Often, the company's offerings are designed to take advantage of local incentives. In the U.S., its financing arrangements are structured to optimize both federal and local incentives, including tax credits made available through the Inflation Reduction Act of 2022 (the IRA) and accelerated depreciation.
Sales, Marketing and Partnerships
The company sells its products through a combination of direct and indirect sales channels. At present, most of its U.S. sales are through its direct sales force, which is segmented by vertical and type of account. The company is expanding its relationship with utilities and other commercial customers across the U.S., and its utility relationships have become important partners in its sales activities. The company has developed a network of strategic advisors that create new opportunities and referrals to Bloom Energy, which has been a valuable source of high-quality leads.
SK ecoplant in the Republic of Korea is a strategic power generation and distribution partner. In October 2021, the company announced an expansion of its existing partnership with SK ecoplant, that includes purchase commitments for at least 500 megawatts of its Energy Server systems between 2022 and 2024, the creation of hydrogen innovation centers in the U.S. and the Republic of Korea to advance green hydrogen commercialization, and an equity investment in Bloom Energy. In September 2023, SK ecoplant became a related party to the company with the beneficial ownership of 10.5% of its outstanding Class A common stock. In December 2023, the company further expanded its business partnership with SK ecoplant through the increase of SK ecoplant’s purchase commitments for Bloom Energy products by 250 megawatts through 2027 and extended the timing of delivery of the remaining commitment under the original agreement.
Seasonal Trends
The company’s business and results of financial operations are subject to industry-specific seasonal fluctuations with the majority of bookings completed in the second half of a fiscal year (year ended December 31, 2024).
Government Regulations
The company's operations are subject to global labor and employment laws, including wage and hour laws, health and safety laws, such as Occupational Safety and Health Administration (OSHA), and immigration laws. In addition, there are diverse global regulations regarding its contractor workforce.

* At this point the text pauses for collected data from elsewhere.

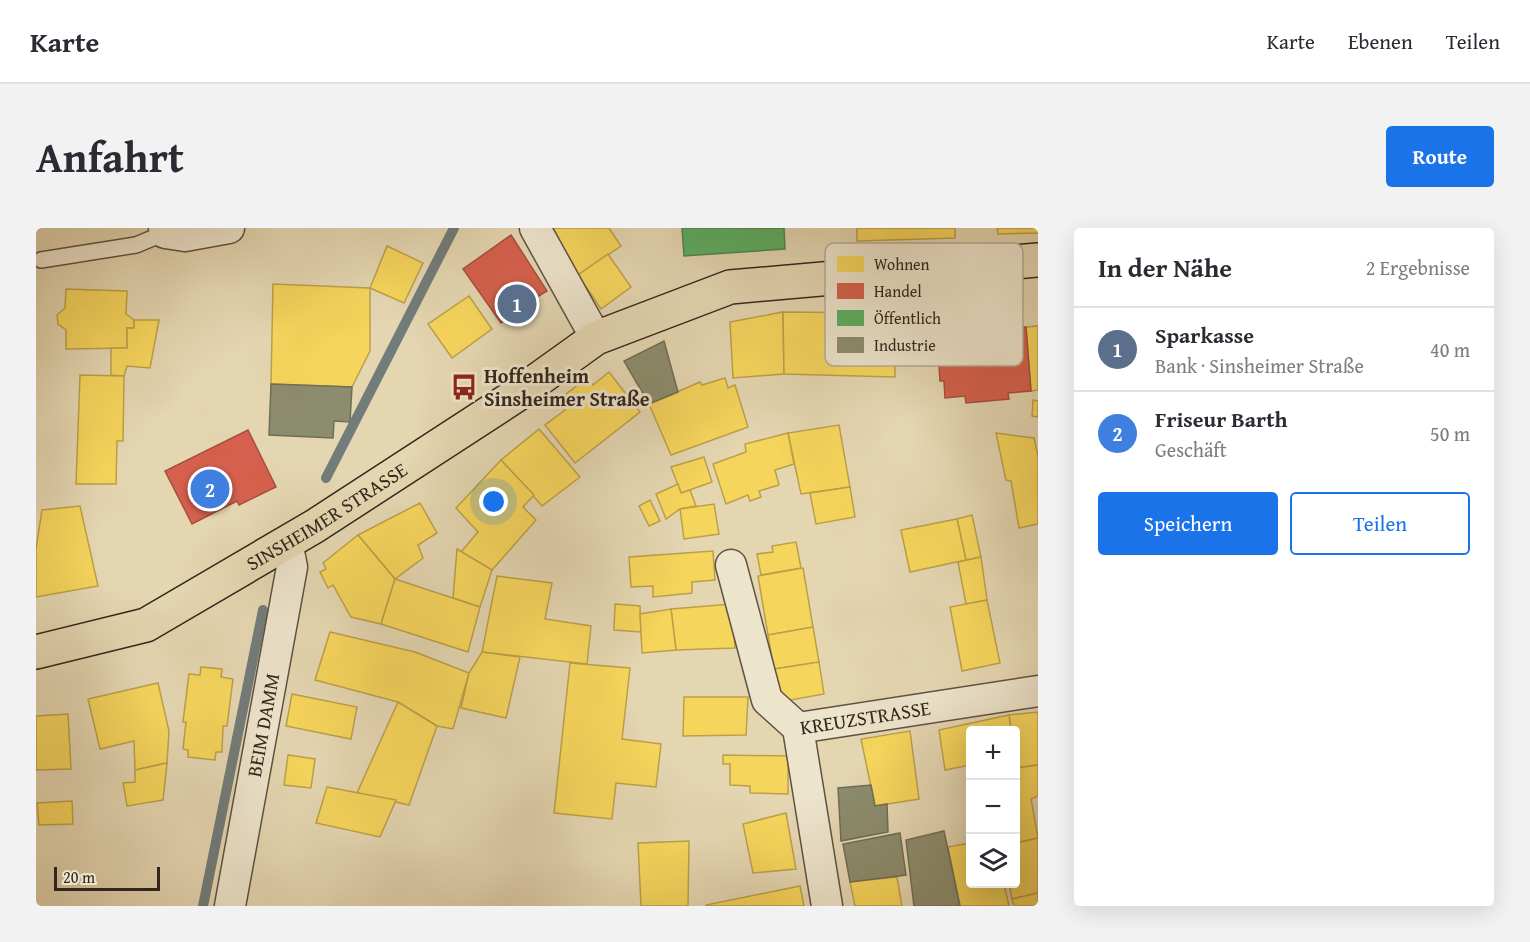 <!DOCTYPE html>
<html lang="de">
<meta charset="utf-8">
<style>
body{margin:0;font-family:"Gentium Book Plus",serif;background:#f2f2f3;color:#2b2b33}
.controls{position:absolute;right:18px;bottom:18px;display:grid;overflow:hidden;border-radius:6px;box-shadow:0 6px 24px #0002}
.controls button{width:54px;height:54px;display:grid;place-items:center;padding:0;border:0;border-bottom:2px solid #e1e1e2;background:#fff;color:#2b2b33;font:30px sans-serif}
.scale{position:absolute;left:18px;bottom:15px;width:106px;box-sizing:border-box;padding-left:6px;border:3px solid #32261d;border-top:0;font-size:16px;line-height:21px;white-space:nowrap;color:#32261d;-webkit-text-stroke:4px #ede4cc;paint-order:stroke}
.you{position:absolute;left:458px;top:274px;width:21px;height:21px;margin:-15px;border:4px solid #fff;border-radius:50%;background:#1a73e8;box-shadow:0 0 0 9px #1a73e833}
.badge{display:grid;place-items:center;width:39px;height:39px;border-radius:50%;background:#1a73e8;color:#fff;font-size:20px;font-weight:700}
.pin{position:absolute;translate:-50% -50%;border:3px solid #fff;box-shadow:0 2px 6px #0006}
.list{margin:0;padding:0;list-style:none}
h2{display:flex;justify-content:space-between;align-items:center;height:78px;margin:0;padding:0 24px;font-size:26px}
h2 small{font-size:20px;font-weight:400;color:#7c7c81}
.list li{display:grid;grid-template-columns:39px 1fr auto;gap:18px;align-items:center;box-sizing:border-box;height:84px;padding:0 24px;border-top:2px solid #e1e1e2}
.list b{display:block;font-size:22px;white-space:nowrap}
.list p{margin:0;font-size:20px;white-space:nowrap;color:#7c7c81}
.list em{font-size:20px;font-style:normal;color:#7c7c81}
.actions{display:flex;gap:12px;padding:18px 24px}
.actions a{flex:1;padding:14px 0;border:2px solid #1a73e8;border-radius:6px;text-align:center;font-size:21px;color:#1a73e8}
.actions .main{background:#1a73e8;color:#fff}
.icon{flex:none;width:33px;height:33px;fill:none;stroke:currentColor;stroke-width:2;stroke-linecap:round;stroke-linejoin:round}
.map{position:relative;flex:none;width:1002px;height:678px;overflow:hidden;border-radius:6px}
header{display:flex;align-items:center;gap:36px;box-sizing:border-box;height:84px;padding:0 30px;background:#fff;border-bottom:2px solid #e1e1e2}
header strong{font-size:28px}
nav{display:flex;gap:33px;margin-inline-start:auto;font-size:21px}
.intro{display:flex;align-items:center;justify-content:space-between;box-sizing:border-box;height:144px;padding:0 36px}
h1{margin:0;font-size:42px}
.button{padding:15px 27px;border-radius:6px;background:#1a73e8;color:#fff;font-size:21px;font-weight:700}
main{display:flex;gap:36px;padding:0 36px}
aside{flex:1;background:#fff;border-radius:6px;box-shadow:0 6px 24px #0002}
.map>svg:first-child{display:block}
</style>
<header>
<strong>Karte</strong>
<nav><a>Karte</a><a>Ebenen</a><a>Teilen</a></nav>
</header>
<div class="intro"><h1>Anfahrt</h1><a class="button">Route</a></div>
<main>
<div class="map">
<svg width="1002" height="678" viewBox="0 0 1002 678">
<rect width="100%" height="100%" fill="#e4d6b1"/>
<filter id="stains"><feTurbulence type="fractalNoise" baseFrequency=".00333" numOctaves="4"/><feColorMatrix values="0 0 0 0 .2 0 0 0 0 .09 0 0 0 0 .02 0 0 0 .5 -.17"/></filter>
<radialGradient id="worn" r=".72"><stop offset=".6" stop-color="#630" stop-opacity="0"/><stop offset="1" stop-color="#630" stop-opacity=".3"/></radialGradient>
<g fill="#f6d55c" stroke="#bba049" stroke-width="1.5">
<polygon points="510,0 573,0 585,18 542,47"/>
<polygon points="821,0 919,0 919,10 821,13"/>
<polygon points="961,0 1002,0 1002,5 962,6"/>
<polygon points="351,18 387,35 368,75 334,60"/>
<polygon points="572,26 595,59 565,81 542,47"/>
<polygon points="237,56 334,60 334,123 316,159 235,156"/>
<polygon points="30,61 91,63 90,86 98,92 98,100 91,100 91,120 30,121 30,102 22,96 21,87 29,80"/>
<polygon points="433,68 456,101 416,130 392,96"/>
<polygon points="747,84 748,146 697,150 694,94"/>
<polygon points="747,84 859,85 859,149 748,146"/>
<polygon points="98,92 123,92 114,140 91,138 88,148 75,147 75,120 91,120 91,100 98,100"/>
<polygon points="1002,98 1002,162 995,163 990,99"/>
<polygon points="573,144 604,184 539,235 509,197 529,182 521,173 551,150 557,157"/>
<polygon points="44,147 88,148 87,213 81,213 80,256 40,256"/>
<polygon points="689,150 692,160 699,157 712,199 635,227 613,176 664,154 666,157"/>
<polygon points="997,172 1002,173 1002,189 996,188"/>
<polygon points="803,197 814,259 765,266 752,205"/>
<polygon points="503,201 544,249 506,278 465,232"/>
<polygon points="752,205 758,236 739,242 743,257 723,263 725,269 714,273 712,267 690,276 677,236 710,224 709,216"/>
<polygon points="960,205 998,210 1002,228 1002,296 983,300 975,253 970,252"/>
<polygon points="668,229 676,254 645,265 635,239"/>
<polygon points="465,232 498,267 487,279 500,292 456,342 425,324 442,304 420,280"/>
<polygon points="642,256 645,265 654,262 660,278 644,281 630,291 620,266"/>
<polygon points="814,259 819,289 780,296 774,265"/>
<polygon points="614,272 624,293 613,298 603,278"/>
<polygon points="384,275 401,305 382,317 387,330 359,351 322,307"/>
<polygon points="678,276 683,306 648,311 644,281"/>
<polygon points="44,278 62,358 0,369 0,321 6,282"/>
<polygon points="936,287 945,329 930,332 921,291"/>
<polygon points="921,291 930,332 874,344 865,302"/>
<polygon points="322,307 359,351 345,396 315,389 297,357 292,360 284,344 290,341 287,335"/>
<polygon points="760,314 765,340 725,347 721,326 737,324 736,318"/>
<polygon points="421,321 456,342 444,379 417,370"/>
<polygon points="677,323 679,352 656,354 656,365 617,369 617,358 595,359 593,329"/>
<polygon points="945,329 951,372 930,376 922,334"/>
<polygon points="767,340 777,399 732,407 722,348"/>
<polygon points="461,348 516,355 509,391 555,398 551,436 446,424"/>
<polygon points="359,351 444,379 432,424 345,396"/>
<polygon points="951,372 964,435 926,443 914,379"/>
<polygon points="579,376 604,378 605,404 578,402"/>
<polygon points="696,376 699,420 640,422 635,381"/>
<polygon points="635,381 640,422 606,425 604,386"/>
<polygon points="777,399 783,434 738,441 732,407"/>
<polygon points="294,404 379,424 433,445 417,501 401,498 362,474 279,452"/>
<polygon points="446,424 484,429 470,490 425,480 433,445"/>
<polygon points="783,434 788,466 744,474 738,441"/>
<polygon points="534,435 594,440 586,511 625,516 620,559 580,555 576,591 518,585"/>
<polygon points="165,439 186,441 185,449 197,451 191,498 187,498 186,524 180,524 179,532 152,529 152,522 147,521 150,494 147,494 153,446 164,447"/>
<polygon points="122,455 133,503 131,535 99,542 98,513 64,521 52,471"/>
<polygon points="256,466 321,479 315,511 250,498"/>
<polygon points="648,469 712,469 710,507 647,508"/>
<polygon points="362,474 401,498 373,577 321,565"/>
<polygon points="1002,484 1002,537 980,540 980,502 975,502 973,487"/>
<polygon points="32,486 35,541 0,542 0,488"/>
<polygon points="973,487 975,502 934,502 934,537 909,542 903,502"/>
<polygon points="874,503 883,571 839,578 825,511"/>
<polygon points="252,527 279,531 275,560 248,557"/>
<polygon points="687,527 752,528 752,566 714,565 714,558 694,557 694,536 687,536"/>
<polygon points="131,535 127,572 91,578 87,555 99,554 99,542"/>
<polygon points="1002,537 1002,568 995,571 1002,610 980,615 980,540"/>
<polygon points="291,559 360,572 344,609 280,595"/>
<polygon points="36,573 37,596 3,597 1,575"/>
<polygon points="750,585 760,641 717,645 707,596"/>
<polygon points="1002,610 1002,665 976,671 973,656 980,656 980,615"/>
<polygon points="653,613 652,678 605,678 602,615"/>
<polygon points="934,615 934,656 968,656 973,678 924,678 912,619"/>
<polygon points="861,649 866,678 819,678 814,654"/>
<polygon points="764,658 768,678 670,678 670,677"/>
<polygon points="1002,665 1002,678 978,678 976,671"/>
</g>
<g fill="#d6604d" stroke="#a54f3f" stroke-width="1.5">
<polygon points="475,7 511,63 496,72 499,77 497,85 487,92 479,91 476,87 465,95 427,41"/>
<polygon points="964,96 965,101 990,99 995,163 972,165 973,171 930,175 929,168 909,170 908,153 904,153 903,138 906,138 904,107 930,105 929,99"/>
<polygon points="212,202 240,259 203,277 201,273 156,296 129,243"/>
</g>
<polygon fill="#5aae61" stroke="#4e854d" stroke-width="1.5" points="646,0 748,0 749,21 648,28"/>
<g fill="#8c8c6e" stroke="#716d56" stroke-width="1.5">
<polygon points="628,113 642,164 613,176 588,133"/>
<polygon points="235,156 316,159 314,194 298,193 297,210 233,207"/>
<polygon points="835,557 839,578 851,576 852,604 805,613 802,560"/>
<polygon points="908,603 924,678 878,678 870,612"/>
<polygon points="864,605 870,647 814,654 807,616"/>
</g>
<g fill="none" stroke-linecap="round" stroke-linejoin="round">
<g stroke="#727c7a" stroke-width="10">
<polyline points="290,250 418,0"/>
<polyline points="167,678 227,382"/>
</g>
<g stroke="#5e5242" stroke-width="18">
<polyline id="service" points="5,32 100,17 129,5"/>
</g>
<g stroke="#5e5242" stroke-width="33">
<g id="minor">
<polyline points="128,0 129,5 149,8 193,0"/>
<polyline points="499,0 560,110"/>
<polyline points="695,337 731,472 762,500"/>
<path id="s1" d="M762,500L1002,463"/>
<polyline points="762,500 791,678"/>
<path id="s2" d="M194,678L256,339L251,314"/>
</g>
</g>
<g stroke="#32261d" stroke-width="36">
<g id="primary">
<path id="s3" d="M0,424L110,397L279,298L482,166L560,110L694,59L1002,32"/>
</g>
</g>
<use href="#service" stroke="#ede4cc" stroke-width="15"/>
<use href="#minor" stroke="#ede4cc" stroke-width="30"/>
<use href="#primary" stroke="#e4d6b1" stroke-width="33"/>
</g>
<defs>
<g id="bus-bare" transform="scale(2.07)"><path d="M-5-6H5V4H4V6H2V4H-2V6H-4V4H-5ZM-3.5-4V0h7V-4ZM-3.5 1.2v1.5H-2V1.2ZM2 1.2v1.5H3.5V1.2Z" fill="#8f2418" stroke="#ede4cc" stroke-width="2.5" paint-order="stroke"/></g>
</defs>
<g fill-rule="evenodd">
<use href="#bus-bare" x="428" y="159"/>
</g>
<g text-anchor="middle" stroke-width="6" stroke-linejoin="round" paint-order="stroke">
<g font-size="20" font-weight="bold" fill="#32261d" stroke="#ede4cc" text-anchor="start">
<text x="448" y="155">Hoffenheim<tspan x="448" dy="23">Sinsheimer Straße</tspan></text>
</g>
<g font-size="20" fill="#32261d" stroke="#ede4cc">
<text dy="7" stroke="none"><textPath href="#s3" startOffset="324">SINSHEIMER STRASSE</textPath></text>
<text dy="7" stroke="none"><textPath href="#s1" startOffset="68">KREUZSTRASSE</textPath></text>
<text dy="7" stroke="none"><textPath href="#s2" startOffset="184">BEIM DAMM</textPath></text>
</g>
</g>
<rect x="789" y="15" width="198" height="123" rx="9" fill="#ede4cc" stroke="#b5ab98" stroke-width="1.5"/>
<rect x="801" y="28" width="27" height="16" fill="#f6d55c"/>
<rect x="801" y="55" width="27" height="16" fill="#d6604d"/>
<rect x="801" y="82" width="27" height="16" fill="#5aae61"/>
<rect x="801" y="109" width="27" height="16" fill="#8c8c6e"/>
<g font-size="16" fill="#32261d">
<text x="838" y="42">Wohnen</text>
<text x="838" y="69">Handel</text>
<text x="838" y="96">Öffentlich</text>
<text x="838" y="123">Industrie</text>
</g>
<rect width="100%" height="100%" filter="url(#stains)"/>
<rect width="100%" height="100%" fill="url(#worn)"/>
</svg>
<div class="controls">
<button>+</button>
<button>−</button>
<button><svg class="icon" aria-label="layers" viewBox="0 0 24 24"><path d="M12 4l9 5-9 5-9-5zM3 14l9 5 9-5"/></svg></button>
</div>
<div class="scale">20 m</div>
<div class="you"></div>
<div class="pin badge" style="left:481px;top:76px;background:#5c6f8a">1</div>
<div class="pin badge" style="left:174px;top:261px;background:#3f7fe0">2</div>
</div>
<aside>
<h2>In der Nähe<small>2 Ergebnisse</small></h2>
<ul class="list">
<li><span class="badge" style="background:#5c6f8a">1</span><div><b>Sparkasse</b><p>Bank · Sinsheimer Straße</p></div><em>40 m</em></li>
<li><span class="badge" style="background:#3f7fe0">2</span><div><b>Friseur Barth</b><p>Geschäft</p></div><em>50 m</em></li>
</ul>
<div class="actions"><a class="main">Speichern</a><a>Teilen</a></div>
</aside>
</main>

Product safety standards for stationary fuel cell generators have been established by the American National Standards Institute (ANSI). These standards are known as ANSI/CSA FC-1. The company’s products are designed to meet these standards. Further, the company utilizes the Underwriters’ Laboratory, or UL, to certify compliance with these standards. The Energy Server installation guidance is provided by NFPA 853: Standard for the Installation of Stationary Fuel Cell Power Systems. Installations at sites are carried out to meet the requirements of these standards.
History
The company was founded in 2001. The company was incorporated in 2001. The company was formerly known as Ion America Corp. and changed its name to Bloom Energy Corporation in 2006.